[Stored items]
::::::::

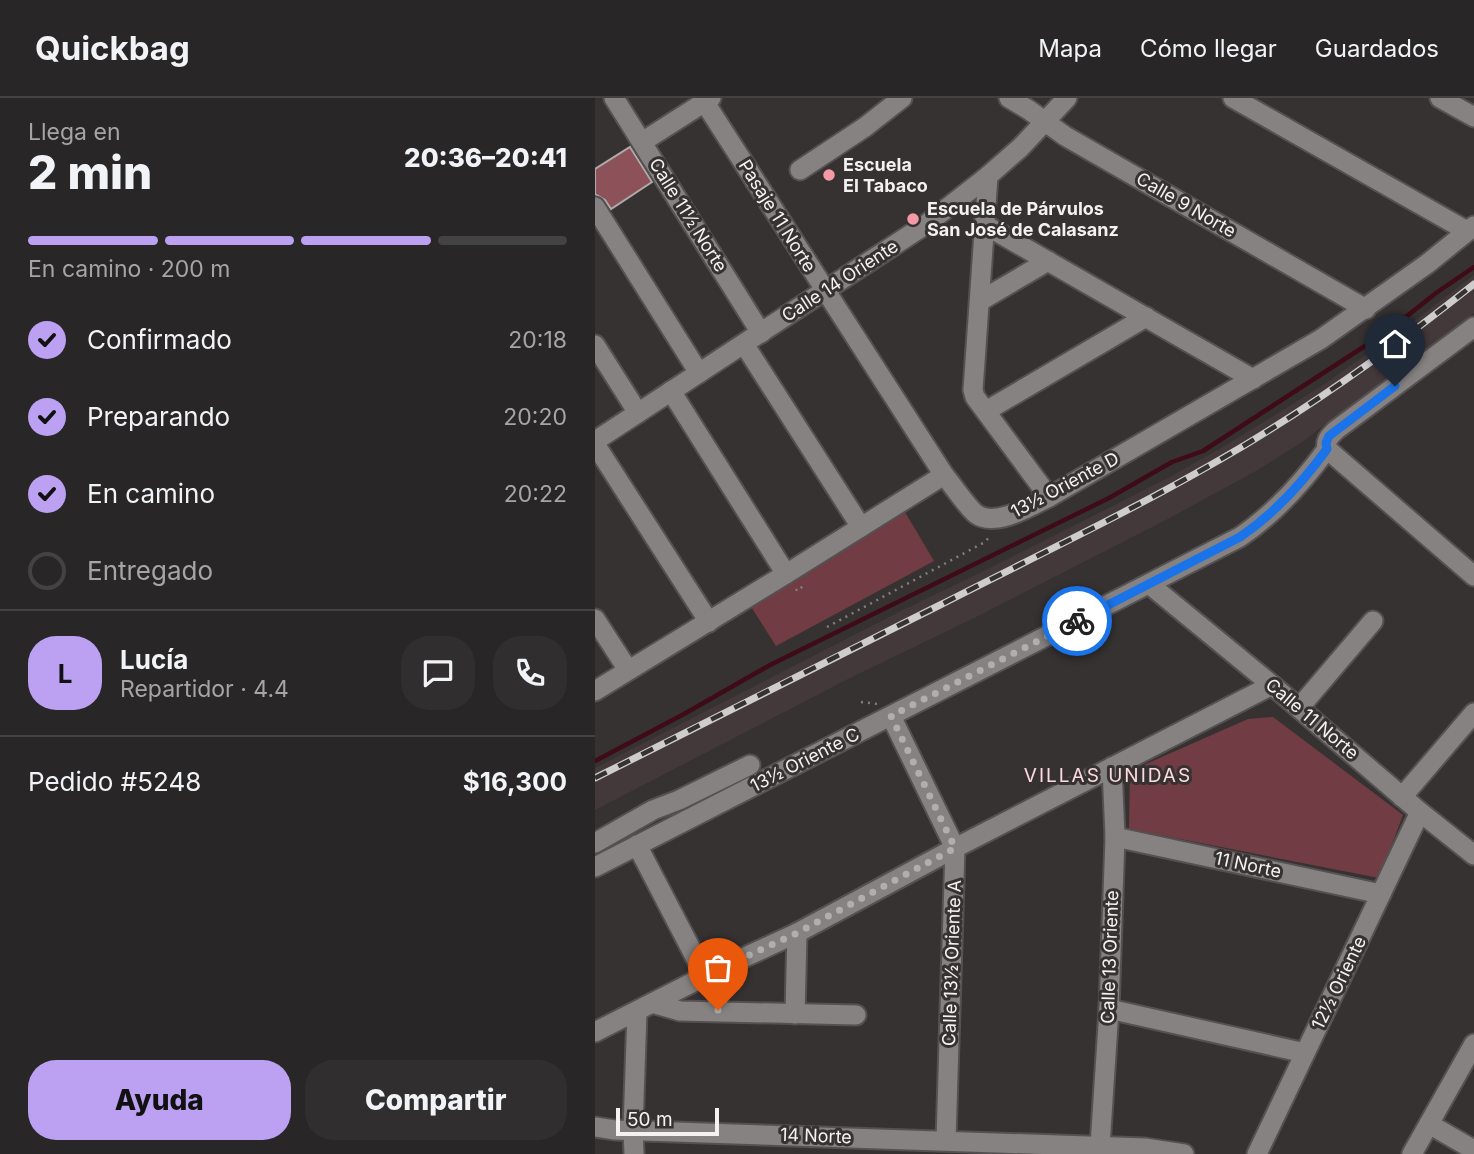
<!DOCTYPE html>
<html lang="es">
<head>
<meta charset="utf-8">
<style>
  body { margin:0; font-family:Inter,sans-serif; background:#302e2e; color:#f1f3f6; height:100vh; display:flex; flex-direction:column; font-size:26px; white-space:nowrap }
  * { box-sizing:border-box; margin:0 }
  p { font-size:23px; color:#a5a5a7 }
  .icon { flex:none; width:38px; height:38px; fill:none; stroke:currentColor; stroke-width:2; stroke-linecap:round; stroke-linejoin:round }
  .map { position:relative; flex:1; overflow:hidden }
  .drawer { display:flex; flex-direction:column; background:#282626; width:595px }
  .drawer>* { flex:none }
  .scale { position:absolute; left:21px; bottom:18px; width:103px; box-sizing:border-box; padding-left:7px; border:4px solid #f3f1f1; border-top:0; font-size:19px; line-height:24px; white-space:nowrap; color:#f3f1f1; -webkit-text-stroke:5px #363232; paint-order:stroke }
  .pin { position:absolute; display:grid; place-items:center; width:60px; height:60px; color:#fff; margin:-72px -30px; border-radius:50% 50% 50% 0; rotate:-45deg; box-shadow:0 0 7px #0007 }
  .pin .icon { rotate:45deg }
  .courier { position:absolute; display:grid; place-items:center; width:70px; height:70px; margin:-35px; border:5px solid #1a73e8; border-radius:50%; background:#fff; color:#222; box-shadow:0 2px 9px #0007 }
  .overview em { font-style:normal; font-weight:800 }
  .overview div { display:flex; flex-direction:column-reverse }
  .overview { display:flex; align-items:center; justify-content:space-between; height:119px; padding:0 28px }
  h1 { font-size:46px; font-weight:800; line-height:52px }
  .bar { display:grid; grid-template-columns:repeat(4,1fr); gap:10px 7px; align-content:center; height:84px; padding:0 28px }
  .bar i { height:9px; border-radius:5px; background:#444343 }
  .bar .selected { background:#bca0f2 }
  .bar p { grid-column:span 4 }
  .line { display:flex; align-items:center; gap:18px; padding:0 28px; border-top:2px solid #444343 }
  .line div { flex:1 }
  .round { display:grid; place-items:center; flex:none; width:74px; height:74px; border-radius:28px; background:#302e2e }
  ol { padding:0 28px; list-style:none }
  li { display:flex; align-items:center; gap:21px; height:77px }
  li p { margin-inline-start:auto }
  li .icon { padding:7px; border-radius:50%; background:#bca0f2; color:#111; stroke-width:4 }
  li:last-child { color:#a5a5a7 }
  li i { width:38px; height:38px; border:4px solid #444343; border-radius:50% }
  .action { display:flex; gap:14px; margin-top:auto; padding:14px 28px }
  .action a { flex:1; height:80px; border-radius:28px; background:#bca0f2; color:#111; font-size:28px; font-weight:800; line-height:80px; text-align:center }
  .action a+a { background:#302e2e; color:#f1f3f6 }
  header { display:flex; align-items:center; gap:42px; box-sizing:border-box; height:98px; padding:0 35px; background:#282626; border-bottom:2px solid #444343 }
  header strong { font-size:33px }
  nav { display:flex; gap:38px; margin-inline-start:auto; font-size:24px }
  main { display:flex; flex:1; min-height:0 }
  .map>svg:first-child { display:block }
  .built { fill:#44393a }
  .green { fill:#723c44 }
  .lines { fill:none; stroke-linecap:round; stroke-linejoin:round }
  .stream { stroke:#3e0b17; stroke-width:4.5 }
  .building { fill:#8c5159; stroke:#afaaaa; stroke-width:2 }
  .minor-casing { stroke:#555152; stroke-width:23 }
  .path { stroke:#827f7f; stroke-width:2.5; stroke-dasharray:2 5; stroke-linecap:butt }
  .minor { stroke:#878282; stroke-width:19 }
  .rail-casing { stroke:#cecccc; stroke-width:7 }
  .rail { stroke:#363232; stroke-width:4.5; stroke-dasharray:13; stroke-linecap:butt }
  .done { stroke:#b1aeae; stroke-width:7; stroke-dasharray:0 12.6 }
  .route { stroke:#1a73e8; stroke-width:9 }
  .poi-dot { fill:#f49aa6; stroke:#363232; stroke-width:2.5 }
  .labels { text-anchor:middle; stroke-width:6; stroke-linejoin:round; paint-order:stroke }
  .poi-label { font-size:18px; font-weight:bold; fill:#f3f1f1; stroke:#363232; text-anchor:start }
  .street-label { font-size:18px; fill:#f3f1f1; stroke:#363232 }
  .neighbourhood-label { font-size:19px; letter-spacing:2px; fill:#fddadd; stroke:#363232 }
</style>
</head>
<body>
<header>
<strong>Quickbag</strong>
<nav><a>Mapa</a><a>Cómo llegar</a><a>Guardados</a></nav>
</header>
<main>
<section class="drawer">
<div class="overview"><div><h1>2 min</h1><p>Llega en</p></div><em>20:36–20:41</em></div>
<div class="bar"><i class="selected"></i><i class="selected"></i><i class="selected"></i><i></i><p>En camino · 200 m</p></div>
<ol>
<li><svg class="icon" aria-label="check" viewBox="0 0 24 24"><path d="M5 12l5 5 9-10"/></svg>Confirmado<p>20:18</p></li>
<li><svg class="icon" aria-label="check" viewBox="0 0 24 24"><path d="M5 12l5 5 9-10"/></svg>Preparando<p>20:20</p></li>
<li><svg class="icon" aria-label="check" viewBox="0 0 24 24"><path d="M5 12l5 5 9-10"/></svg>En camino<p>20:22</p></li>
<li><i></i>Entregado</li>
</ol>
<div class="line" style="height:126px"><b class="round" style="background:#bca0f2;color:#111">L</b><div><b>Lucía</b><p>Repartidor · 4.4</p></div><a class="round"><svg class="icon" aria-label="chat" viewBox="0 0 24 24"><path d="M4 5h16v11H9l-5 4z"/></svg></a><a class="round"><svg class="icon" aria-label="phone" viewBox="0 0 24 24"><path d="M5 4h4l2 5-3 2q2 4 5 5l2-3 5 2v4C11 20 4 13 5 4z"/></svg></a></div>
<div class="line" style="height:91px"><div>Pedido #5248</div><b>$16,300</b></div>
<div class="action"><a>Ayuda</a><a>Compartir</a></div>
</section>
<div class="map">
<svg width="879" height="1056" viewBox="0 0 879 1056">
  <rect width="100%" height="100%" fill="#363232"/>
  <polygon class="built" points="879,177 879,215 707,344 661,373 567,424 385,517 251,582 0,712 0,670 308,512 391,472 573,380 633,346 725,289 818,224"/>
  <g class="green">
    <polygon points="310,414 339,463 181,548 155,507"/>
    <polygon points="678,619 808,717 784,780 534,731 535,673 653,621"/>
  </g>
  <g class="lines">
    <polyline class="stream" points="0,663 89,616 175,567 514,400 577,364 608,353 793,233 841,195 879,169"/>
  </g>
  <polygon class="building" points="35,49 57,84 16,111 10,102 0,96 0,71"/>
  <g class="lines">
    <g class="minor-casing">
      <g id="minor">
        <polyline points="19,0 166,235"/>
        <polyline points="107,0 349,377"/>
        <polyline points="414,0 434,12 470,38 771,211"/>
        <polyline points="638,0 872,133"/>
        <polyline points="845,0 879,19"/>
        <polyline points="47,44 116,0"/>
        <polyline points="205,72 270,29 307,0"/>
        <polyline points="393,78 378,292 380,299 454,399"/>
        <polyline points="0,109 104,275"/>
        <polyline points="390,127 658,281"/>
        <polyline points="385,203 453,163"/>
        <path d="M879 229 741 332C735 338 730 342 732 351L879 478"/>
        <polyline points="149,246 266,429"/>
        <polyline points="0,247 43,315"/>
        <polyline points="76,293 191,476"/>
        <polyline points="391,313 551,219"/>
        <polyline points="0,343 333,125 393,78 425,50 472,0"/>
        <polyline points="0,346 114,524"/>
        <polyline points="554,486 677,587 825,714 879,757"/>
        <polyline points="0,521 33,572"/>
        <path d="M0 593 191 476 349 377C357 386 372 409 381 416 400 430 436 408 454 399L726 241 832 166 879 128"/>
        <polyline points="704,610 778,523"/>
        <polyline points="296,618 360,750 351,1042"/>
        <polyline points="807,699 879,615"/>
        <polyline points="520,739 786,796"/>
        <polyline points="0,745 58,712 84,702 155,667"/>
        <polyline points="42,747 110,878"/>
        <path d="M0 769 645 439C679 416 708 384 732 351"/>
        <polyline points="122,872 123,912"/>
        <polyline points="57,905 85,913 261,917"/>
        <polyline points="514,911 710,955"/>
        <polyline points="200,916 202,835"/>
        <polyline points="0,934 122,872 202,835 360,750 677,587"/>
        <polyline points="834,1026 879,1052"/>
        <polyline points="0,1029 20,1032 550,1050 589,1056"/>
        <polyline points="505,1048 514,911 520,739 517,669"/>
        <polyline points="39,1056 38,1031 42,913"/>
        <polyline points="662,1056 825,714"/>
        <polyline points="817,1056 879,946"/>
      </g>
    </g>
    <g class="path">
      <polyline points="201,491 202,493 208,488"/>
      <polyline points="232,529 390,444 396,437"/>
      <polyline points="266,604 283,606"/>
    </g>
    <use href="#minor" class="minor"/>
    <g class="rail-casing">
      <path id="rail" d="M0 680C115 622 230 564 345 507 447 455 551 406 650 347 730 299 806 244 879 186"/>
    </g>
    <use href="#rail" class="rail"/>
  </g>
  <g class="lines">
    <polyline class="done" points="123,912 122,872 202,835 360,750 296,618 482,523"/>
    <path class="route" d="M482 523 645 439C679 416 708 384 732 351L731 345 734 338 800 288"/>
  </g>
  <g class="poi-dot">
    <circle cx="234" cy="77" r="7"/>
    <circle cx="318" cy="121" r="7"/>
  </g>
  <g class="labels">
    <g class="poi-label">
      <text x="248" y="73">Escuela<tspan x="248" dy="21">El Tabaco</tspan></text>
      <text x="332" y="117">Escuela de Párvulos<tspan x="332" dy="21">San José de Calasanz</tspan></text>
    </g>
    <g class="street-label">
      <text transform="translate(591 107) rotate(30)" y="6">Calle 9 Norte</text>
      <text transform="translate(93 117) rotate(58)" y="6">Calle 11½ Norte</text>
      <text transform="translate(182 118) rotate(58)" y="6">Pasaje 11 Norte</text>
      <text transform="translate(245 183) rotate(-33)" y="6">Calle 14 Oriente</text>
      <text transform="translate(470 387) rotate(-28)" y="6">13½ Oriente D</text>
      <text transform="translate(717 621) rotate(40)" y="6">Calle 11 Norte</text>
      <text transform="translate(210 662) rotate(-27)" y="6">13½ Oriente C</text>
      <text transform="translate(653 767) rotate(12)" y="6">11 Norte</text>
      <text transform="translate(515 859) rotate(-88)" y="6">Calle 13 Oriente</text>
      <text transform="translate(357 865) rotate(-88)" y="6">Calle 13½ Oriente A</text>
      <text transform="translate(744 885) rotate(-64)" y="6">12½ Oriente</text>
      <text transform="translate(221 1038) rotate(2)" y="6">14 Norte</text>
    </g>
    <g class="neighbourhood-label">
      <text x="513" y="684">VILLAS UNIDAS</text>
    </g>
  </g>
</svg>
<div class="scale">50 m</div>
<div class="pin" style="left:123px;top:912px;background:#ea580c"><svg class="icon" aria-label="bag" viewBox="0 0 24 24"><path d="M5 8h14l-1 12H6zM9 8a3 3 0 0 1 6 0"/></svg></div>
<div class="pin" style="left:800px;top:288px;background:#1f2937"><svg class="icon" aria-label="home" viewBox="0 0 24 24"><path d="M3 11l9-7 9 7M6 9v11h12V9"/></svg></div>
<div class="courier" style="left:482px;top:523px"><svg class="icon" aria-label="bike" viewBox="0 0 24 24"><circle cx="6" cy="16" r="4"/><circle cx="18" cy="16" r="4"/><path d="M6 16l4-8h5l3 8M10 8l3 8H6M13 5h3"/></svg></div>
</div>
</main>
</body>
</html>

::::::::

→ **Task to carry out**:
Pull from the data each line where the string "minor" turns up.

→ **Result for this task**:
  .minor-casing { stroke:#555152; stroke-width:23 }
  .minor { stroke:#878282; stroke-width:19 }
    <g class="minor-casing">
      <g id="minor">
    <use href="#minor" class="minor"/>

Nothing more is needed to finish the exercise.